About this task ▸ Search the material for the string "heat" and copy each line where it occurs.

__________

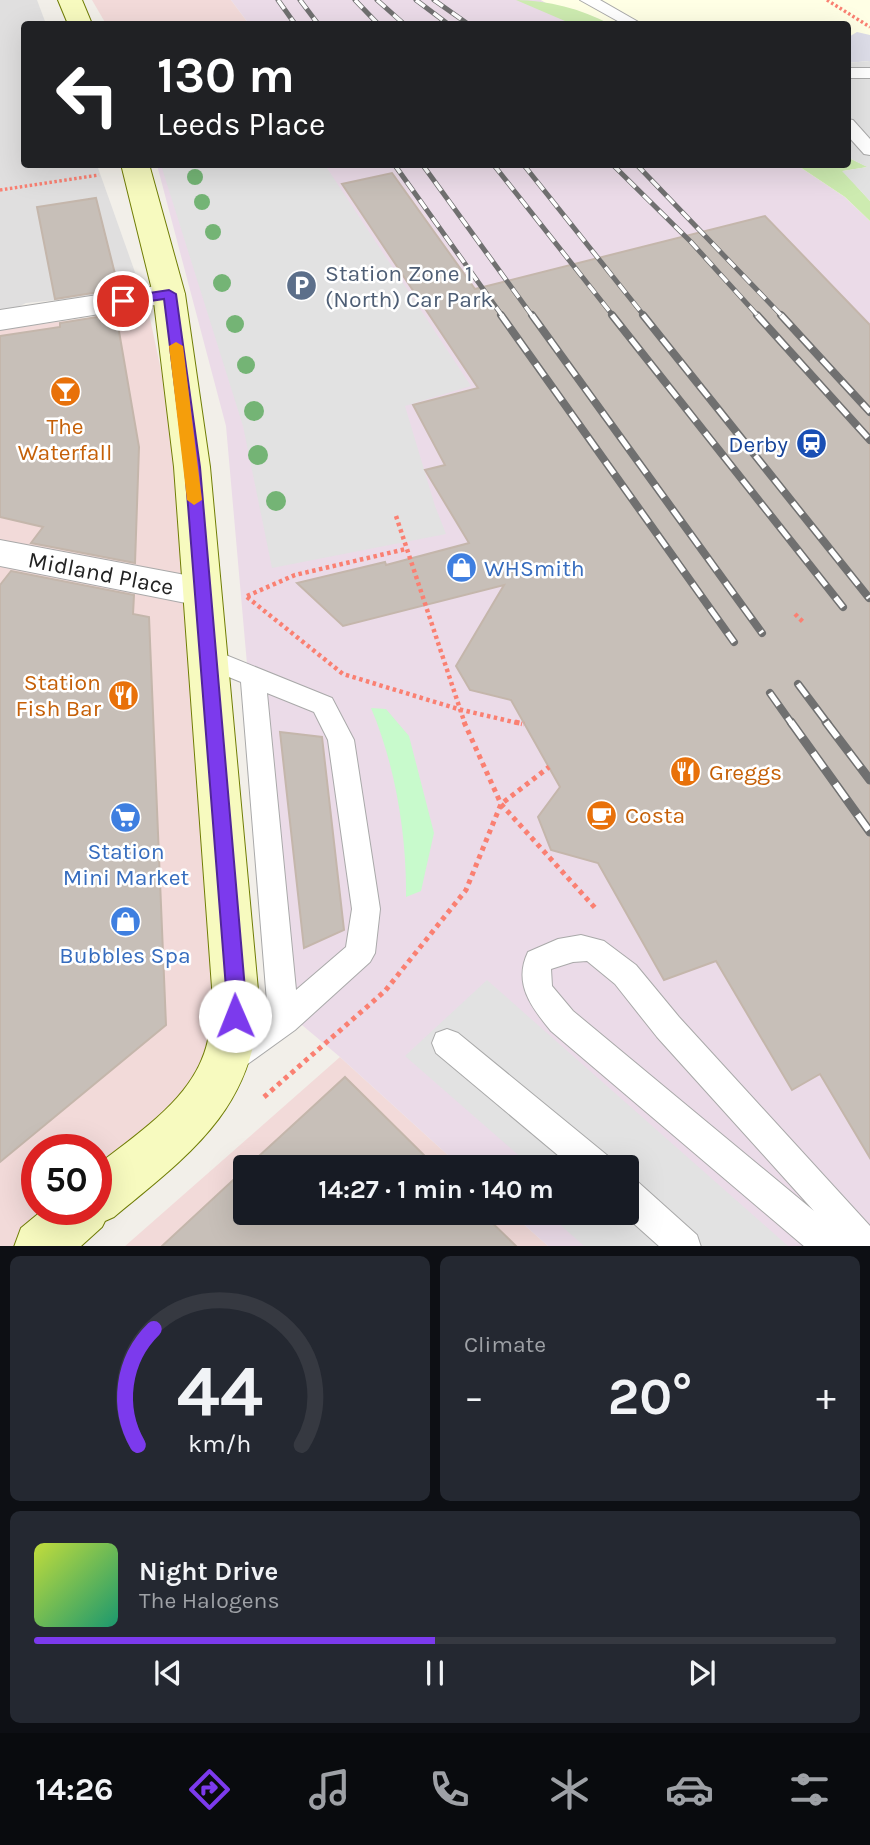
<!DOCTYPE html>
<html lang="en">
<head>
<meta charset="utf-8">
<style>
	body { margin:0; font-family:Karla,sans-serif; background:#242831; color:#f1f3f6; height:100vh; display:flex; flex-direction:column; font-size:26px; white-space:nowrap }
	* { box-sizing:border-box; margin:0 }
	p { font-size:23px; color:#9ea1a6 }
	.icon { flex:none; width:38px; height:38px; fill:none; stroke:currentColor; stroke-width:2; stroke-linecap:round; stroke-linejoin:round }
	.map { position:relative; height:1246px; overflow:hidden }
	.panel { display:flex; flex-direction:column; gap:10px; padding:10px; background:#0d0f14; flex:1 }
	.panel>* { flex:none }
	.guide { position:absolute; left:21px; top:21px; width:830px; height:147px; border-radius:7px; box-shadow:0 7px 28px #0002; background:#202124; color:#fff; overflow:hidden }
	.speed { position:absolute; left:21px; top:1134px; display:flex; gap:14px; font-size:35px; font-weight:700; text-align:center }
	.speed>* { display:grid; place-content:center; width:91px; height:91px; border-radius:50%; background:#171b24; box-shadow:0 7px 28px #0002; line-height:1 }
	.speed .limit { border:10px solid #d22; background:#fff; color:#111 }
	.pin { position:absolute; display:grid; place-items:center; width:60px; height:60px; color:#fff; margin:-30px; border:4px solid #fff; border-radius:50%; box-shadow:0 2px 7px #0007 }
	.me { position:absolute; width:77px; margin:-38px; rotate:359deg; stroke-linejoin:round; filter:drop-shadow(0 0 5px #0008) }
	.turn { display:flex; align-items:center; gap:24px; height:147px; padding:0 21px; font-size:32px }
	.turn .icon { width:91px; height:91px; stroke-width:2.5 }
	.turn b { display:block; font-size:49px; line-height:60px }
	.big { font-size:52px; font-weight:700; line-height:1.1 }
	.panel .tile { flex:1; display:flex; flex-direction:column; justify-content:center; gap:10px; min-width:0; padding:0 24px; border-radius:10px; background:#242831 }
	.panel .dial { align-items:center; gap:0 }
	.dial svg { height:182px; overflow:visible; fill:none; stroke:#363941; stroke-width:7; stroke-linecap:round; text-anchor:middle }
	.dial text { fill:#f1f3f6; stroke:none }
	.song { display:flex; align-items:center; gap:21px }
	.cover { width:84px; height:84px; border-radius:10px; background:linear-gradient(135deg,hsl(70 70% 55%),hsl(160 70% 35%)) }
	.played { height:7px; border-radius:4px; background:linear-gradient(90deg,#7c3aed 50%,#363941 50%) }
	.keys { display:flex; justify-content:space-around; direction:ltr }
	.heat { display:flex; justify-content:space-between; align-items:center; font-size:38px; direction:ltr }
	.panel .tiles { flex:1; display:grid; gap:10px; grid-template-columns:1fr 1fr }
	.tile:last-child { grid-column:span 2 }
	.trip { position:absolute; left:233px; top:1155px; width:406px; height:70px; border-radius:7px; background:#171b24; box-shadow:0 7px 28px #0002; font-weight:700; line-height:70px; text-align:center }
	.menu { display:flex; height:112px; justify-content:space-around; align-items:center; background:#090b0e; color:#9ea1a6 }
	.menu .icon { width:49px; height:49px }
	.menu .on { color:#7c3aed }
	.menu b { font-size:32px; color:#f1f3f6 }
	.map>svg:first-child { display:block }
	.residential { fill:#e0dfdf }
	.commercial { fill:#f2dad9 }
	.industrial { fill:#ebdbe8 }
	.education { fill:#ffffe5 }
	.grass { fill:#cdebb0 }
	.park { fill:#c8facc }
	.parking { fill:#e2e2e2 }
	.plaza { fill:#dddde8 }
	.building { fill:#c7bfb8; stroke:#c4b6ab; stroke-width:2 }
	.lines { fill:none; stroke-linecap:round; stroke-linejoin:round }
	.lane-casing { stroke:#a9a9a9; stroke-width:2 }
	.street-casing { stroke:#a9a9a9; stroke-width:2 }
	.secondary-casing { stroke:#707d05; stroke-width:2 }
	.path-far2 { stroke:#fa8072; stroke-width:3.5; stroke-dasharray:2.5 2.5; stroke-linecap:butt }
	.path-far1 { stroke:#fa8072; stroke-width:4.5; stroke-dasharray:3.5 3.5; stroke-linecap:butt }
	.path { stroke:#fa8072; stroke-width:5; stroke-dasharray:4.5 4.5; stroke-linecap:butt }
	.lane { fill:#fff; fill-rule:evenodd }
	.street { fill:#fff; fill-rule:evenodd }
	.secondary { fill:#f7fabf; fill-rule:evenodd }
	.rail-far2-casing { stroke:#707070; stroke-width:5 }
	.rail-far1-casing { stroke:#707070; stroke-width:8 }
	.rail-casing { stroke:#707070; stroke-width:9 }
	.rail-far2 { stroke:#fff; stroke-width:3.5; stroke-dasharray:11; stroke-linecap:butt }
	.rail-far1 { stroke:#fff; stroke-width:5; stroke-dasharray:15; stroke-linecap:butt }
	.rail { stroke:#fff; stroke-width:6; stroke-dasharray:19; stroke-linecap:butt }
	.tree { fill:#74b475 }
	.route { fill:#7c3aed; stroke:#51269a; stroke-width:2 }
	.slow { fill:#f59e0b }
	.labels { text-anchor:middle; stroke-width:5; stroke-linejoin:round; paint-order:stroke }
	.service-label { font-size:23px; fill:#4e5e75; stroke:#fff; text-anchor:start }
	.food-label { font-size:23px; fill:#c56008; stroke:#fff; text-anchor:start }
	.transit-label { font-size:23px; fill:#164399; stroke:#fff; text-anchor:end }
	.shop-label { font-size:23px; fill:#366cbe; stroke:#fff }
	.street-label { font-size:23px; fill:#222; stroke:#fff }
</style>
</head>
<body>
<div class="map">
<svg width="870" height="1247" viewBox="0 0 870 1247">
	<rect width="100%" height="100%" fill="#f2efe9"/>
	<path class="residential" d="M0,0H37L46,24H24V164L97,165L142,292L26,303L0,316Z"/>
	<path class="commercial" d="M92,0H231L249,24H106Z
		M148,309L197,540L227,1061L96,1181V1150H37V1209H66L25,1247L0,1246V330Z
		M340,1057L461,1167H245V1213H511L548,1246L124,1247Z"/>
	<path class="industrial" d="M231,0H541L582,24H249Z
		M157,165H797L845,197L870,221V1246H548L511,1213H626V1167H461L340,1057L277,1004L226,426Z"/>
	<path class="education" d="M541,0H870V221L845,197L797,165L847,164V24H582Z"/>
	<path class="grass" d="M516,0C548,0 581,9 610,24H572Z
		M847,157L868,167L843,171L870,201V221L845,197L797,165L847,164Z"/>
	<path class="park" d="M371,708L386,709L409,736L434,833L421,891L406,897C407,836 395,764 371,708Z"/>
	<path class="parking" d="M870,61V201L842,171L867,167L847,157V63Z
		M161,165H325L471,386L405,406L435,506L446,534L272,568L243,426Z
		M487,980L788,1246H584L547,1213H626V1167H532L405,1056Z"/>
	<path class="plaza" d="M857,32L870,35V61L847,63V38Z"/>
	<path class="building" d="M392,173L475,289L765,216L870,325V1158L820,1074L792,1090L716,961L664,980L598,863L551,850L538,817L560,787L511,700L470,690L456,666L504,585L343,626L297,583L385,562L386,565L469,543L425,470L445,465L413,405L478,388L342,184Z
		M96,198L117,282L110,283L112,290L55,299L37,207Z
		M116,314L139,447L135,563L31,543L43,527L0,517V336L60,327V323Z
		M11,571L134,595L133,614L149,617L166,1025L0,1162V585Z
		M280,732L322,737L344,930L304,948Z
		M345,1077L436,1167H247L307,1112Z
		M245,1169V1213H482L517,1247H161Z"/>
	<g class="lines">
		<defs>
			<path id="lane" d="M580,0H600L642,24H623Z
				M847,68H870V78H847Z
				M847,119L853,120L870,139V155L864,154L847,135Z
				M206,647L332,698L354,740L380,909L375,953L370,962L295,1030L238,1071L227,1076L216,1071L212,1061L216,1051L268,1014L241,682L197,664L194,657L197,650ZM267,693L314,712L328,740L352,909L346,947L296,990Z
				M581,935L604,941L636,965L679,1017L870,1226V1247H805L551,1031C531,1007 513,983 528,952L558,939ZM587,961L615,984L657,1037L814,1211L573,1011L552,986L551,969L573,962Z
				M447,1029L458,1033L608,1156L613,1167H572L436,1053L432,1043L436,1033Z
				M626,1178L638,1182L697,1235L701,1247H660L622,1213H626Z"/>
			<path id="street" d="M169,284L180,287L185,294L180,301L0,330V310Z
				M0,540L201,578L214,582L220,592L214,602L201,606L0,566Z"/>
			<path id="secondary" d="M58,0H82L92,24H68Z
				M121,164H149L185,294L210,467L259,1001C255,1108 190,1154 114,1217L105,1221L102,1227L80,1247H14L21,1228L44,1209H96V1166C133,1137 184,1104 202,1059C210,1041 211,1020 213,1001L174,467L153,294Z"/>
		</defs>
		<use href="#lane" class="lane-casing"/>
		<use href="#street" class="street-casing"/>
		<use href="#secondary" class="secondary-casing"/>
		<path class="path-far2" d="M827,0L870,27
			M0,190L99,175"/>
		<path class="path-far1" d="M396,516L465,724
			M247,596L295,575L406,549
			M247,597L343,674L458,709L522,724
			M795,614L804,623"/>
		<path class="path" d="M464,722L501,804L597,910
			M515,722L524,724
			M264,1097L385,991L466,890L501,804L549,767"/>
		<use href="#lane" class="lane"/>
		<use href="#street" class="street"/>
		<use href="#secondary" class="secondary"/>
		<defs>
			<path id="rail-far2" d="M278,0L295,24
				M300,0L318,24
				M355,0L378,24
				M377,0L404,24
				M416,0L448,24
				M434,0L468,24
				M394,164L503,317
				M422,164L533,317
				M493,164L614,317
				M523,164L645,317
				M612,164L691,242L759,317
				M636,164L783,317"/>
			<path id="rail-far1" d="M501,315L734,642
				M532,315L762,633
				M612,315L843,607
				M643,315L869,598
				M757,315L870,440
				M781,315L870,412
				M798,684L828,724
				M770,693L792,724"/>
			<path id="rail" d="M791,722L870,832
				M826,722L870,780"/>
		</defs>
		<use href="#rail-far2" class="rail-far2-casing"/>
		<use href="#rail-far1" class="rail-far1-casing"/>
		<use href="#rail" class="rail-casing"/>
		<use href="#rail-far2" class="rail-far2"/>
		<use href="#rail-far1" class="rail-far1"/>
		<use href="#rail" class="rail"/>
	</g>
	<g class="tree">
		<circle cx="195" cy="177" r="8"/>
		<circle cx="202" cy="202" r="8"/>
		<circle cx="213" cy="232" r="8"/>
		<circle cx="222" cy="283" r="9"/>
		<circle cx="235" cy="324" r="9"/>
		<circle cx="246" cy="365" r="9"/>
		<circle cx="254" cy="411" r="10"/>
		<circle cx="258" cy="455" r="10"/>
		<circle cx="276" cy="501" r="10"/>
	</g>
	<path class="route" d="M169,290L176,294L200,467L246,1001L242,1022L235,1025L228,1022L225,1016L227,1001L185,467L164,299L123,305L116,301L123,297Z"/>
	<path class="slow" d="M176,342L183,346L202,500L194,505L187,500L169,346Z"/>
	<defs>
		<symbol id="parking-disc" viewBox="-11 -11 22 22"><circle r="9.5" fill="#5c6f8a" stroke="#fff"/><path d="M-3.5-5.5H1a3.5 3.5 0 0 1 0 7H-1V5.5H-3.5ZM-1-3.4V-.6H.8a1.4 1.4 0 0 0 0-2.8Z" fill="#fff"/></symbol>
		<symbol id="bar-disc" viewBox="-11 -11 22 22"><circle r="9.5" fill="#e8710a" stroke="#fff"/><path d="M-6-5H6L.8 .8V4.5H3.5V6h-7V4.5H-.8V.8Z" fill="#fff"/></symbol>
		<symbol id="station-disc" viewBox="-11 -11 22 22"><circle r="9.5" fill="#1a4fb4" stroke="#fff"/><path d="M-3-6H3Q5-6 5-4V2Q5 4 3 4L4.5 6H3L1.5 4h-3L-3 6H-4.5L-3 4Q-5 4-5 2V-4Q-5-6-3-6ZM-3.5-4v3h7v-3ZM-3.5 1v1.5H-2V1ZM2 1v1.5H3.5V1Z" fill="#fff"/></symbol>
		<symbol id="shop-disc" viewBox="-11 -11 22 22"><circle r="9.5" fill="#3f7fe0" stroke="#fff"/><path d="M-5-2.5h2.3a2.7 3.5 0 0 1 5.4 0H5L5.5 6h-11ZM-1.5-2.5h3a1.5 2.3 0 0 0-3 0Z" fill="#fff"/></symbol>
		<symbol id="restaurant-disc" viewBox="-11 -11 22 22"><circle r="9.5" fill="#e8710a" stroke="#fff"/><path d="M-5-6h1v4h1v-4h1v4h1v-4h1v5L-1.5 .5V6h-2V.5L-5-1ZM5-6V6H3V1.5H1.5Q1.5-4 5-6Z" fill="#fff"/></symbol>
		<symbol id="cafe-disc" viewBox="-11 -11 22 22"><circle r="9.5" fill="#e8710a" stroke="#fff"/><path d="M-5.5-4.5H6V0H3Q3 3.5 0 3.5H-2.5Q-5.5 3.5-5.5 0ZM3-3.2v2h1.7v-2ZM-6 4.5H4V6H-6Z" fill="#fff"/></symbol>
		<symbol id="supermarket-disc" viewBox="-11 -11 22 22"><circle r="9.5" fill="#3f7fe0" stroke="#fff"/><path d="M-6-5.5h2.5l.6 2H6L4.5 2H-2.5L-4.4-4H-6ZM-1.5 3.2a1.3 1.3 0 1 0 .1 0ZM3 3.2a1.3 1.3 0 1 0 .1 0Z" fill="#fff"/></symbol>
	</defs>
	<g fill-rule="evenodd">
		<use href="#parking-disc" x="284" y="268" width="35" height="35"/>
		<use href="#bar-disc" x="48" y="374" width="35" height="35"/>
		<use href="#station-disc" x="794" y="426" width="35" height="35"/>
		<use href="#shop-disc" x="444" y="550" width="35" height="35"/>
		<use href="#restaurant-disc" x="106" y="678" width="35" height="35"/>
		<use href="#restaurant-disc" x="668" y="754" width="35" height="35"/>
		<use href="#cafe-disc" x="584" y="798" width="35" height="35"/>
		<use href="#supermarket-disc" x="108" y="800" width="35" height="35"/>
		<use href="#shop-disc" x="108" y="904" width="35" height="35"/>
	</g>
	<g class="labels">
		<g class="service-label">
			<text x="325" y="281">Station Zone 1<tspan x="325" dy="26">(North) Car Park</tspan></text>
		</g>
		<g class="food-label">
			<text x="65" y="434" text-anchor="middle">The<tspan x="65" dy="26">Waterfall</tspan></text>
			<text x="101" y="690" text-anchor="end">Station<tspan x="101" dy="26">Fish Bar</tspan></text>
			<text x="709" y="780">Greggs</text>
			<text x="625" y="823">Costa</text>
		</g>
		<g class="transit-label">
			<text x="788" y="452">Derby</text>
		</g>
		<g class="shop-label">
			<text x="484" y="576" text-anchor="start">WHSmith</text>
			<text x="126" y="859">Station<tspan x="126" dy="26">Mini Market</tspan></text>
			<text x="125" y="963">Bubbles Spa</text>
		</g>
		<g class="street-label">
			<text transform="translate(101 573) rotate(11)" y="8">Midland Place</text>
		</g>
	</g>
</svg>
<div class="speed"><div class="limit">50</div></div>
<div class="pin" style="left:123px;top:301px;background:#d93025"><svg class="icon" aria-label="arrive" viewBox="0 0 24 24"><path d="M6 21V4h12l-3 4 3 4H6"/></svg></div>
<svg class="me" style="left:235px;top:1016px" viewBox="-20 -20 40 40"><circle r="19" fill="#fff"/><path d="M0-13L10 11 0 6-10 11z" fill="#7c3aed"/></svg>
<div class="trip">14:27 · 1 min · 140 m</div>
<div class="guide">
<div class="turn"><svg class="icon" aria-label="left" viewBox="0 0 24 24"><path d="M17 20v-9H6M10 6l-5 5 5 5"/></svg><div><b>130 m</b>Leeds Place</div></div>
</div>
</div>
<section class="panel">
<div class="tiles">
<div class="tile dial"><svg viewBox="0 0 100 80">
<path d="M14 69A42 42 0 1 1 86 69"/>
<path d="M14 69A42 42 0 0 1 21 18" stroke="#7c3aed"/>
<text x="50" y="56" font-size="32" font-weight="700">44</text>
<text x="50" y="72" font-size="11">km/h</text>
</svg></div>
<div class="tile"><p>Climate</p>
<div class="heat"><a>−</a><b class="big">20°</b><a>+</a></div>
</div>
<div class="tile">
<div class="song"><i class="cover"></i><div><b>Night Drive</b><p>The Halogens</p></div></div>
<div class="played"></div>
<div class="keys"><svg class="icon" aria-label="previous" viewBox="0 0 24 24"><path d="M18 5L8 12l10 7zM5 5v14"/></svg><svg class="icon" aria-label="pause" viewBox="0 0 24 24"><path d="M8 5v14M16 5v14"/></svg><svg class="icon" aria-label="next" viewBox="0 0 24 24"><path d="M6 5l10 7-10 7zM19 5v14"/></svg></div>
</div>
</div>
</section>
<nav class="menu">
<b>14:26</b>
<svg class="icon on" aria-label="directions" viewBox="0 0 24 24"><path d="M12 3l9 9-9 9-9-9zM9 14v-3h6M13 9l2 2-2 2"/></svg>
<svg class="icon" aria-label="music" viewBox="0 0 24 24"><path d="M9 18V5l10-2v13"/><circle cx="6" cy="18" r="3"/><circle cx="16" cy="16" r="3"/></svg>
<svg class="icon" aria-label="phone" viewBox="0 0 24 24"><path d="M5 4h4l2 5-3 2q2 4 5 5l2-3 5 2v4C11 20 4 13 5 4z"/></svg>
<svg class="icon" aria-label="climate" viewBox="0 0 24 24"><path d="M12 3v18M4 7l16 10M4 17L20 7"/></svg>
<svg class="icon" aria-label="car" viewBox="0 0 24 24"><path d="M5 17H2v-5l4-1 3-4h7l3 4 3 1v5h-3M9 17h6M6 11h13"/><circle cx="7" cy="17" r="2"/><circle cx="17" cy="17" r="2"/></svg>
<svg class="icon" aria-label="filters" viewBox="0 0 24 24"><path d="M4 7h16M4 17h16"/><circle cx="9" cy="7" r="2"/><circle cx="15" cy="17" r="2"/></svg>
</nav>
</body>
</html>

__________

Output of the exercise ▸
	.heat { display:flex; justify-content:space-between; align-items:center; font-size:38px; direction:ltr }
<div class="heat"><a>−</a><b class="big">20°</b><a>+</a></div>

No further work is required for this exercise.